(MATERIAL TO PROCESS)

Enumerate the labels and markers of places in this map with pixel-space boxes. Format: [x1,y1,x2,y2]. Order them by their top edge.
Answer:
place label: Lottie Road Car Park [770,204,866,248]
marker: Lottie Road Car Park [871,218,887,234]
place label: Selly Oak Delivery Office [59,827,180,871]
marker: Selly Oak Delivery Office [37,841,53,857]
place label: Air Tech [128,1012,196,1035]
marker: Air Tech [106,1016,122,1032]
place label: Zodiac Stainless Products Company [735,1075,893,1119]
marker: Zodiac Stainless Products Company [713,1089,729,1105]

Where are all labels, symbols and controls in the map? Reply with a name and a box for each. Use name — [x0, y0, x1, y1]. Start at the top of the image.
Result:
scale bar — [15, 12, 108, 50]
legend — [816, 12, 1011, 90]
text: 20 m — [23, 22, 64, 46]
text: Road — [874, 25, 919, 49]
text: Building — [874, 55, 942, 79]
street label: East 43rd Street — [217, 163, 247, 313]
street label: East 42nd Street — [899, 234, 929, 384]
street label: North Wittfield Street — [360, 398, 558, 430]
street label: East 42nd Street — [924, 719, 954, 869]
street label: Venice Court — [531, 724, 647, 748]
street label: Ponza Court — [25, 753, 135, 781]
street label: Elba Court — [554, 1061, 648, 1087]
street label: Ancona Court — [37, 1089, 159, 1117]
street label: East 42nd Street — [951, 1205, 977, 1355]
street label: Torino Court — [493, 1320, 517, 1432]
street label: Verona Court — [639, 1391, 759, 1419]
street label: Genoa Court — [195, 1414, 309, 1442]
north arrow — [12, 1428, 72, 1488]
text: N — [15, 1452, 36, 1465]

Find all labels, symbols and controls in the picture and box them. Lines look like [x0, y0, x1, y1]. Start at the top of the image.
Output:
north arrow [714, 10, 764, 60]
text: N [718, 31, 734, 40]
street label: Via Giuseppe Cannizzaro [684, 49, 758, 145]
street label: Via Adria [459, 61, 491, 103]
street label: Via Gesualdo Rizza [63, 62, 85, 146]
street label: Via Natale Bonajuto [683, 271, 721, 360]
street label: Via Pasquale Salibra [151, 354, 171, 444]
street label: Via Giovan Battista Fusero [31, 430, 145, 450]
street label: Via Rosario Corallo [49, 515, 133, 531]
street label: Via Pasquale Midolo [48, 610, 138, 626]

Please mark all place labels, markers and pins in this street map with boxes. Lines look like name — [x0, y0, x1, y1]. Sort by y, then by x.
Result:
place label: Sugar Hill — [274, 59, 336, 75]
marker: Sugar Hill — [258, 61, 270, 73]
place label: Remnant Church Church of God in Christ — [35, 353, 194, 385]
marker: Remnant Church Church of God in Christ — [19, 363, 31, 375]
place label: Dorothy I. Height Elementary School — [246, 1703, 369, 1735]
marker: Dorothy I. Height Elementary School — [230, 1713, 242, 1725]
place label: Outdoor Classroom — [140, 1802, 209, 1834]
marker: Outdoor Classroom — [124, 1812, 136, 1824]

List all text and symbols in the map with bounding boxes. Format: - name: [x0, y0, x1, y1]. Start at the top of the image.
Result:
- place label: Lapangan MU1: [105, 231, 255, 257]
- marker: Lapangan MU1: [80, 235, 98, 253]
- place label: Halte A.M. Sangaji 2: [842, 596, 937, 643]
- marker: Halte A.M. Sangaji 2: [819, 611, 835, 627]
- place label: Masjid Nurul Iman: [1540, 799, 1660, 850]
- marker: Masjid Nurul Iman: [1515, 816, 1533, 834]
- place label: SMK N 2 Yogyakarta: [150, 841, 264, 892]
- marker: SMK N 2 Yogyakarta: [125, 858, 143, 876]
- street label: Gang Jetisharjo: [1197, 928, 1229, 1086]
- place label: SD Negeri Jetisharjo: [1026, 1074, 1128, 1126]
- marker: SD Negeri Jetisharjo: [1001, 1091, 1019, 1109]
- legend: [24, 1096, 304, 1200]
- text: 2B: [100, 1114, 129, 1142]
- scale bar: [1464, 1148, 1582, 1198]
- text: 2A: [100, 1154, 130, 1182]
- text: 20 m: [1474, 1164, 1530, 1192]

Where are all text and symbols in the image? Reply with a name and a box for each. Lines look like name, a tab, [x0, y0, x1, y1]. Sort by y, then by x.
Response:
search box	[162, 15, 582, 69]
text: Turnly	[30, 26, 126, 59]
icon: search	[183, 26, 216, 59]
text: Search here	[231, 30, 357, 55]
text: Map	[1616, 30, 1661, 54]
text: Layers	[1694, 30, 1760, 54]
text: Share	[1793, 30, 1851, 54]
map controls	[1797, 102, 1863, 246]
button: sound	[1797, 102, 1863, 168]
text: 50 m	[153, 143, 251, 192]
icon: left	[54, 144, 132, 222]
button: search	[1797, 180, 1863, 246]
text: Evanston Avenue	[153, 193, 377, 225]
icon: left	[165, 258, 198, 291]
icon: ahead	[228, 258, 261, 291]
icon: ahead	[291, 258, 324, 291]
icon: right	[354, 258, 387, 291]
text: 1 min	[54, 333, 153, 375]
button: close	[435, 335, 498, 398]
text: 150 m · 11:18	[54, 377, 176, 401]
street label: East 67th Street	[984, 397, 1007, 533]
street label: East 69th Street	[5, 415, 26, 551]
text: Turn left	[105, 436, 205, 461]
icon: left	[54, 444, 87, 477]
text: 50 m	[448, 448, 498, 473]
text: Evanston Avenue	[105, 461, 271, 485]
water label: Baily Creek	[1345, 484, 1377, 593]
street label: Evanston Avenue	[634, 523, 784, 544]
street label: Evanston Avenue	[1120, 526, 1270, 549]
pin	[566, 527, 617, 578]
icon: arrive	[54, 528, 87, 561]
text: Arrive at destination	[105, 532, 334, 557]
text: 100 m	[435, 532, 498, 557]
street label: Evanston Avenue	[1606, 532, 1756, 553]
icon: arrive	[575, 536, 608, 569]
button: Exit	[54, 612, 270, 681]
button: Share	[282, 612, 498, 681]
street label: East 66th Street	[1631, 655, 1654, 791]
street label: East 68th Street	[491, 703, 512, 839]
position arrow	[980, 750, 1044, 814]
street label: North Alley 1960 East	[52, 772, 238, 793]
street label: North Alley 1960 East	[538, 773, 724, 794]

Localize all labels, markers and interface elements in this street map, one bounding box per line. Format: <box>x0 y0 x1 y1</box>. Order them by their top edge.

(End MATERIAL TO PROCESS)

== WORK INSTRUCTIONS ==
Filter these records, keeping every line where the word "each" occurs.

== ANSWER TO THE PROBLEM ==
Where are all labels, symbols and controls in the map? Reply with a name and a box for each. Use name — [x0, y0, x1, y1]. Start at the top of the image.
Where are all text and symbols in the image? Reply with a name and a box for each. Lines look like name, a tab, [x0, y0, x1, y1]. Sort by y, then by x.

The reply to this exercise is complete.